From the first line to the last, output the data exactly as it stands, minus its pictures.

__Provided material__:
+---+

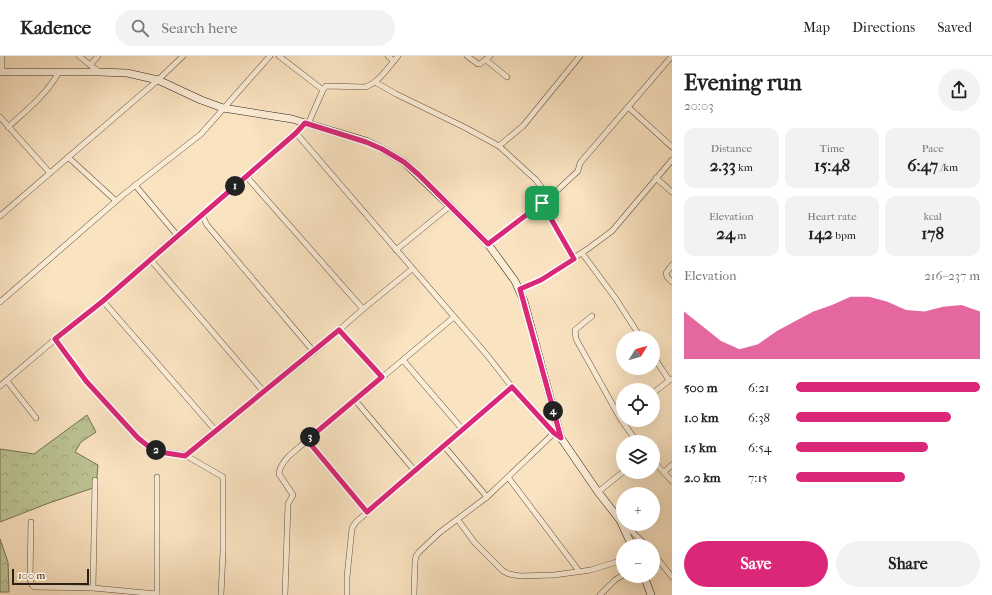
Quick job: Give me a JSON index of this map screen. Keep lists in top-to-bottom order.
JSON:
{
  "scale_bar": "100 m",
  "north": "top right",
  "page": {
    "header": "Kadence",
    "search": "Search here",
    "nav": ["Map", "Directions", "Saved"],
    "heading": ["Evening run", "20:03"],
    "stats": [
      ["Distance", "2.33 km"],
      ["Time", "15:48"],
      ["Pace", "6:47 /km"],
      ["Elevation", "24 m"],
      ["Heart rate", "142 bpm"],
      ["kcal", "178"]
    ],
    "pins": [
      "1",
      "4",
      "3",
      "2"
    ],
    "chart": ["Elevation", "216–237 m"],
    "map_buttons": ["+", "−"],
    "list": [
      {
        "name": "500 m",
        "note": "6:21"
      },
      {
        "name": "1.0 km",
        "note": "6:38"
      },
      {
        "name": "1.5 km",
        "note": "6:54"
      },
      {
        "name": "2.0 km",
        "note": "7:15"
      }
    ],
    "buttons": ["Save", "Share"],
    "scale": "100 m"
  }
}
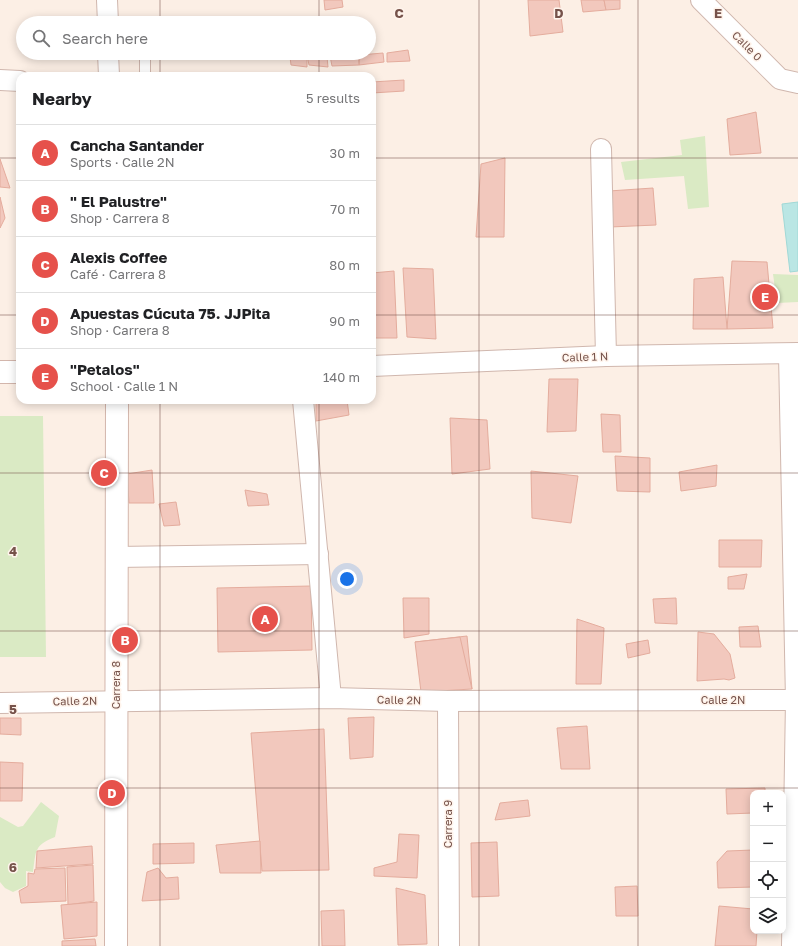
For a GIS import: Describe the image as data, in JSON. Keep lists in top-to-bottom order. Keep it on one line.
{"streets":{"street":["Calle 0","Calle 1 N","Carrera 8","Calle 2N","Carrera 9"]},"crossings":[["Carrera 8","Calle 2N"],["Calle 2N","Carrera 9"]],"page":{"search":"Search here","heading":["Nearby","5 results"],"list":[{"mark":"A","name":"Cancha Santander","note":"Sports · Calle 2N","value":"30 m"},{"mark":"B","name":"\" El Palustre\"","note":"Shop · Carrera 8","value":"70 m"},{"mark":"C","name":"Alexis Coffee","note":"Café · Carrera 8","value":"80 m"},{"mark":"D","name":"Apuestas Cúcuta 75. JJPita","note":"Shop · Carrera 8","value":"90 m"},{"mark":"E","name":"\"Petalos\"","note":"School · Calle 1 N","value":"140 m"}],"pins":["E","C","A","B","D"],"map_buttons":["+","−"]},"grid":{"columns":["C","D","E"],"rows":["4","5","6"]}}
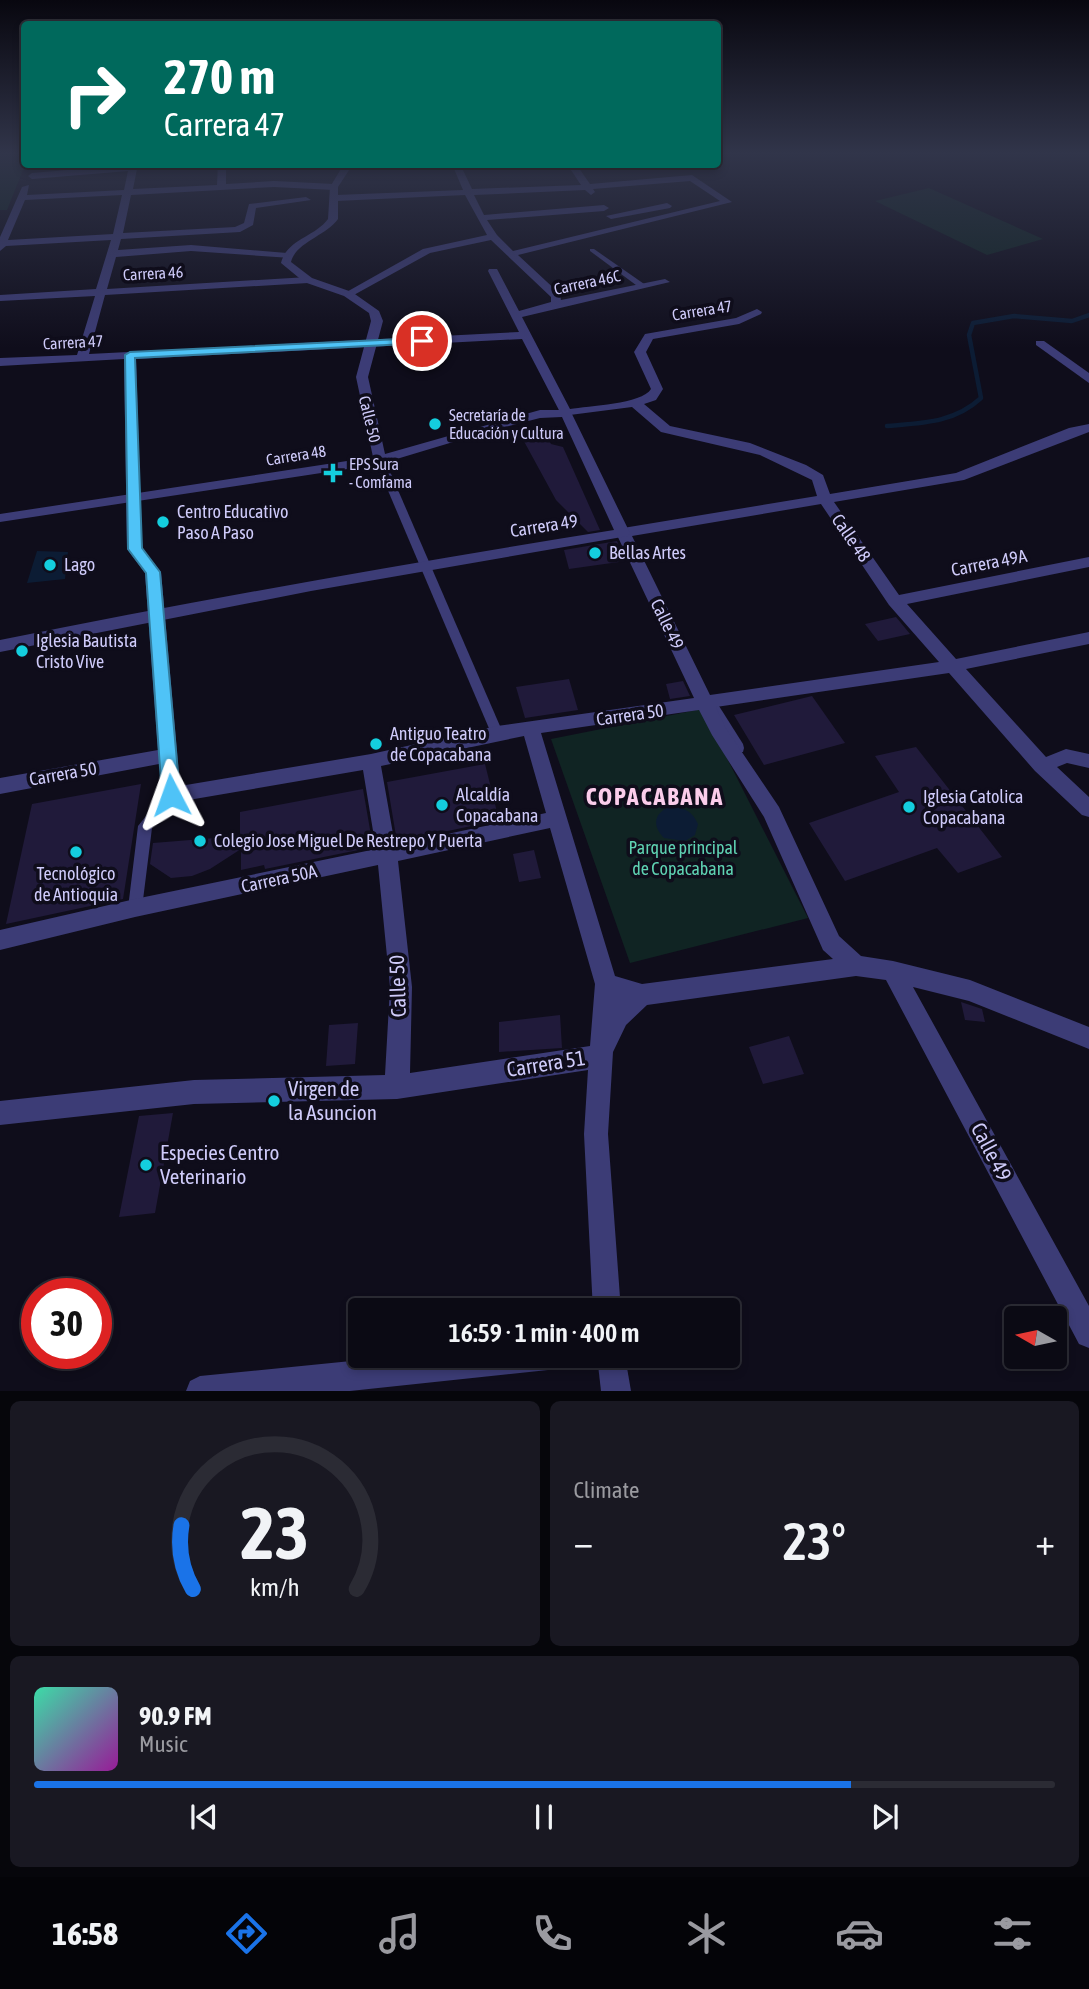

+---+

__Solved exercise__:
Quick job: Give me a JSON index of this map screen. Keep lists in top-to-bottom order.
JSON:
{
  "scale_bar": "100 m",
  "north": "top right",
  "page": {
    "header": "Kadence",
    "search": "Search here",
    "nav": ["Map", "Directions", "Saved"],
    "heading": ["Evening run", "20:03"],
    "stats": [
      ["Distance", "2.33 km"],
      ["Time", "15:48"],
      ["Pace", "6:47 /km"],
      ["Elevation", "24 m"],
      ["Heart rate", "142 bpm"],
      ["kcal", "178"]
    ],
    "pins": [
      "1",
      "4",
      "3",
      "2"
    ],
    "chart": ["Elevation", "216–237 m"],
    "map_buttons": ["+", "−"],
    "list": [
      {
        "name": "500 m",
        "note": "6:21"
      },
      {
        "name": "1.0 km",
        "note": "6:38"
      },
      {
        "name": "1.5 km",
        "note": "6:54"
      },
      {
        "name": "2.0 km",
        "note": "7:15"
      }
    ],
    "buttons": ["Save", "Share"],
    "scale": "100 m"
  }
}
For a GIS import: Describe the image as data, in JSON. Keep lists in top-to-bottom order. Keep it on one line.
{"streets":{"street":["Calle 0","Calle 1 N","Carrera 8","Calle 2N","Carrera 9"]},"crossings":[["Carrera 8","Calle 2N"],["Calle 2N","Carrera 9"]],"page":{"search":"Search here","heading":["Nearby","5 results"],"list":[{"mark":"A","name":"Cancha Santander","note":"Sports · Calle 2N","value":"30 m"},{"mark":"B","name":"\" El Palustre\"","note":"Shop · Carrera 8","value":"70 m"},{"mark":"C","name":"Alexis Coffee","note":"Café · Carrera 8","value":"80 m"},{"mark":"D","name":"Apuestas Cúcuta 75. JJPita","note":"Shop · Carrera 8","value":"90 m"},{"mark":"E","name":"\"Petalos\"","note":"School · Calle 1 N","value":"140 m"}],"pins":["E","C","A","B","D"],"map_buttons":["+","−"]},"grid":{"columns":["C","D","E"],"rows":["4","5","6"]}}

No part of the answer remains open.